Committee for Children Blog

Team Players, Part 2: Tough Love and Treading Water

Summer is waning, school is on the near horizon, and my thoughts turn to my ten-year-old son’s very different but equally effective summertime coaches, Coach T (baseball) and Mr. Switzer (swimming).

In the previous installment, we met Coach T, a baseball coach who waxes poetic while teaching kids how to be highly skilled baseball players…and excellent human beings.

And then there’s Mr. Switzer. This powerfully built eighty-something man has been teaching children to swim since the mid-1960s, as many as 500 a summer. He has a reputation as a very strict, very demanding instructor who brooks no tears. Children who won’t jump into the pool will be gently but unceremoniously dropped in. The teaching formula is rigid, with lots of enforced muscle-memory-making. And yelling. “Open your eyes, open your eyes, open your eyes! Go back. Do it again!”

Getting Switzerized: It’s a family affair

We heard about kids being “Switzerized” for years before we took the proverbial plunge. To me it seemed crazy, the antithesis of all my husband and I had been working toward as parents. We practiced attachment parenting, we explained and worked things out with our children, we taught them how to express themselves emotionally and listened to them carefully when they were scared. Why on earth would we subject them to this terrifying boot camp of swim lessons? And even if we did, even if our then-three-year-old Etta, who was a fairly reasonable human being, could handle it, there was no way six-year-old Amos would put up with being given such unequivocal instruction.

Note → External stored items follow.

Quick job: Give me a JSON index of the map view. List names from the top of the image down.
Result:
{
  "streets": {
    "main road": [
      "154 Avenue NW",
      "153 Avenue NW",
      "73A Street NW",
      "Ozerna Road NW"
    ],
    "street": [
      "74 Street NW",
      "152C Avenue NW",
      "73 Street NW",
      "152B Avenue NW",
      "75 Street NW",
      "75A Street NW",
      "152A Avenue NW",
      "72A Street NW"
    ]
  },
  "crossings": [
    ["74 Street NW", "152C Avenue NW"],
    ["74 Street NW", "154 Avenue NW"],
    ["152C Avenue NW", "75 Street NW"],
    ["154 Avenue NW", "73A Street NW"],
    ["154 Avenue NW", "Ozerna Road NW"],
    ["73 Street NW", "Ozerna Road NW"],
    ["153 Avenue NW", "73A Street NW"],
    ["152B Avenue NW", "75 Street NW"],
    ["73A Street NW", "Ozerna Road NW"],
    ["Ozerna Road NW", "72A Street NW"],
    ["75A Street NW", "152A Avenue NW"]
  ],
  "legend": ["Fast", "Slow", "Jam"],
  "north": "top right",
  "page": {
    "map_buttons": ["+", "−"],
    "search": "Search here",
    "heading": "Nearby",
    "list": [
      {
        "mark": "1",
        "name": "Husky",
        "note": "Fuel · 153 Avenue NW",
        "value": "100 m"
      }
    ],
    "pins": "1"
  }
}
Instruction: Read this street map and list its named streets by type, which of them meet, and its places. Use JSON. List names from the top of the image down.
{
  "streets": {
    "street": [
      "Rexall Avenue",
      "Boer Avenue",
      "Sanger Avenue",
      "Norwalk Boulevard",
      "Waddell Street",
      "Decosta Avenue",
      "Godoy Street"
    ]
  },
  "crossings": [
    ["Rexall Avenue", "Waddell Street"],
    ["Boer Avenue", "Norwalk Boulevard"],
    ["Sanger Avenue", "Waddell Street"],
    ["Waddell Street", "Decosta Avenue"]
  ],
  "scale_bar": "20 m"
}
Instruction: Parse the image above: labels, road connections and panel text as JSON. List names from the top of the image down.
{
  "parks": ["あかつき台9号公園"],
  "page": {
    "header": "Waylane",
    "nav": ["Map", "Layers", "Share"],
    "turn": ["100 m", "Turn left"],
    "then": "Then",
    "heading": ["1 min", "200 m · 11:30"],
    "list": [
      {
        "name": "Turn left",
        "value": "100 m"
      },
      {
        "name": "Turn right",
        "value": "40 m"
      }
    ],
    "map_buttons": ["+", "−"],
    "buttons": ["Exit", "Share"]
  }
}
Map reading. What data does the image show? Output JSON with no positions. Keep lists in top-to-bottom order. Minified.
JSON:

Switzer-land isn’t neutral

But then we started hearing more. Mr. Switzer also had a reputation for incredible success. We were able to pick out the children at the town beach who had learned from him. It was pretty obvious: their beautiful, long, strong strokes formed a striking contrast with the doggy-paddles of their peers. Maybe we should take a closer look at the Switzer approach? We visited his pool. Turns out Mr. Switzer’s voice is gruff, yes, but his hands are unfailingly gentle. And he reads kids like nobody’s business. He knows where to place each trembling child in his beginner class: three feet away, six feet away, a length away. He knows that if kids don’t learn how to open their eyes and breathe and move properly, they can’t swim well. And in a town like ours, surrounded by lakes and rivers and ponds, not swimming well is not an option. We were in.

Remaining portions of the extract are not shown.